When I was twelve, I ran for primary school captain.

I have been telling this story to students a whole bunch during this past Book Week. This is because if I were a fictional character in a novel, this is the story I would lead with to establish my character. Someone who was a pretty intense kid, and incredibly enthusiastic, but also willing to make an idiot of herself. And, you know, I think it's kind of a funny story. Not many of the interesting stories I have to tell involve me directly. Perils of being well-behaved.

There were sixteen people in my grade six class. I don't think everyone ran for school captain. I can't remember it that clearly. I have possibly changed details over the previous seven years to make myself more awesome. I am prone to doing that.

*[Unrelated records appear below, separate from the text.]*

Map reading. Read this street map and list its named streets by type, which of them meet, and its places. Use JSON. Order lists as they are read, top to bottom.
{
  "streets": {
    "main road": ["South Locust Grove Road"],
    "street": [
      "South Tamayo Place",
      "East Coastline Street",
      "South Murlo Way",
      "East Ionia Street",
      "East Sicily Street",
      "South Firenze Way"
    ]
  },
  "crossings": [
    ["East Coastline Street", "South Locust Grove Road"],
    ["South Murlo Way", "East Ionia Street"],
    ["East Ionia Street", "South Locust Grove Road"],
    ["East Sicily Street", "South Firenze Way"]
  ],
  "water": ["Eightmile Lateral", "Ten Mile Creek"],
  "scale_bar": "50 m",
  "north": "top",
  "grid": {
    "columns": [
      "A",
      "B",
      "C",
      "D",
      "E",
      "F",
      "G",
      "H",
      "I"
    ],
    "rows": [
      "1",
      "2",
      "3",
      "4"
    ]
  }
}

My classmates gave speeches I can barely remember - standard 'let's abolish homework!' and 'free icypoles every day!' fare. One of my friends read out a poem that her dad wrote about her. They all sort of blur together, to be honest. I highly doubt any of these people read my blog, but if they do, don't be offended. I do hope you were not planning on going into politics, though.

And then there was me.

The evening before I stayed up terribly late (maybe ten o'clock. Obscenely late by twelve-year-old Steph standards) madly working on my speech. I attempted to burn Waltzing Matilda to a CD, but it formatted wrong, so I ended up playing the Australian anthem through the school's crappy CD player while I spoke. I (and by I, you know I mean my mum) purchased a large number of small, plastic Australian flags from the two-dollar-shop, and distributed them throughout the crowd pre-speech (disappointingly, no-one really waved their flags with the enthusiasm I would have liked).

I painted my face blue to represent that I was a 'true blue' Aussie. There were remnants of blue on my face for three days. That's dedication.

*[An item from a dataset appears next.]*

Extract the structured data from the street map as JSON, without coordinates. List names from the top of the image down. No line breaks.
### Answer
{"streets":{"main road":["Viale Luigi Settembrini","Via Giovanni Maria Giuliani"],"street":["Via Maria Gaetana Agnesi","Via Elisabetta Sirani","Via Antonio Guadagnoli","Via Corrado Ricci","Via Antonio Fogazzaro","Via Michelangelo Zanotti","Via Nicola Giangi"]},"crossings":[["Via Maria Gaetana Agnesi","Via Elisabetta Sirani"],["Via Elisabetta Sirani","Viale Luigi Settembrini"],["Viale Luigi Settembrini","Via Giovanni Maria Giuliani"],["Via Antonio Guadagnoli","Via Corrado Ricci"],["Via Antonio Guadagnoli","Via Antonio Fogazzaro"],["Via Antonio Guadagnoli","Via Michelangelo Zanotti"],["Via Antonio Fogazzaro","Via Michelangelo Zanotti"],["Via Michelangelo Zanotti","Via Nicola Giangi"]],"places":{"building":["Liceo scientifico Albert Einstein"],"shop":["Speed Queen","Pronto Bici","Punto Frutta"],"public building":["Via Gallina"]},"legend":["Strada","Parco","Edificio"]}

And I stood at that lectern, and I gave my brilliant speech in the multi-purpose room to the entire school, which was lucky to be a hundred kids, plus parents and teachers. There is something, today, that I find utterly hilarious about the phrase 'multi-purpose room'. Like, why does it need to be specified that the room has multiple purposes? Don't most rooms have multiple purposes? Who thought to call it that? Why not just 'school hall'?

My speech was impassioned. I spoke about the great Australian tradition of supporting the underdog. I likened myself to The Little Engine That Could. I spoke about how, from little things, big things grow, referencing that classic Paul Kelly protest song. I was going to make big changes in the school. I was going to make big changes to the country.

It was powerful. It was beautiful. I remember the parents clapping. I am sure the parents were impressed.

I was not elected school captain.

My friend who read out the poem her dad wrote about her was elected, and so was the kid who planned to abolish homework. I can't remember the speeches the vice captains made. My sister voted for my friend Georgia. She was six at the time, so it's understandable (still, the betrayal stung. I have not spoken to my sister since*). I didn't even vote for myself. I didn't want to be arrogant, even though I knew I would be the greatest school captain ever.

The school captains didn't really get to do much. It was primary school. They got a pin. I got a pin, too, for Yellow House Captain, but I only got that role because everybody got to be the captain of something. It's like pass-the-parcel. Sure, everybody gets a prize. But nobody wants a rubbish prize. You want the good prize, in the heart of the parcel. The one the birthday kid gets because the whole set-up is rigged.

Which is not to imply that the primary school captain set-up was rigged (though I am almost 70% certain it was).

At the time, of course, I was disappointed. I thought I learnt a whole bunch of things from that experience - that everything is rigged, that life is a never-ending popularity contest you will always lose, that you never really get the things you want, so why bother to try?

Seven years later, I realise I was wrong. What that experience taught me was this:

1. My twelve-year-old self was astoundingly awesome, and whenever I am feeling bad about myself I just remember how great I once was, and channel that excellent kid I used to be. I was not a cool kid in primary school, or as a teenager, and I'm not as an adult, and it doesn't matter - I have a great deal more fun when I don't try to conform. Your personal awesomeness is not something anyone can take from you. Gosh, I should be a motivational speaker. Nonstop insightfulness, that's me.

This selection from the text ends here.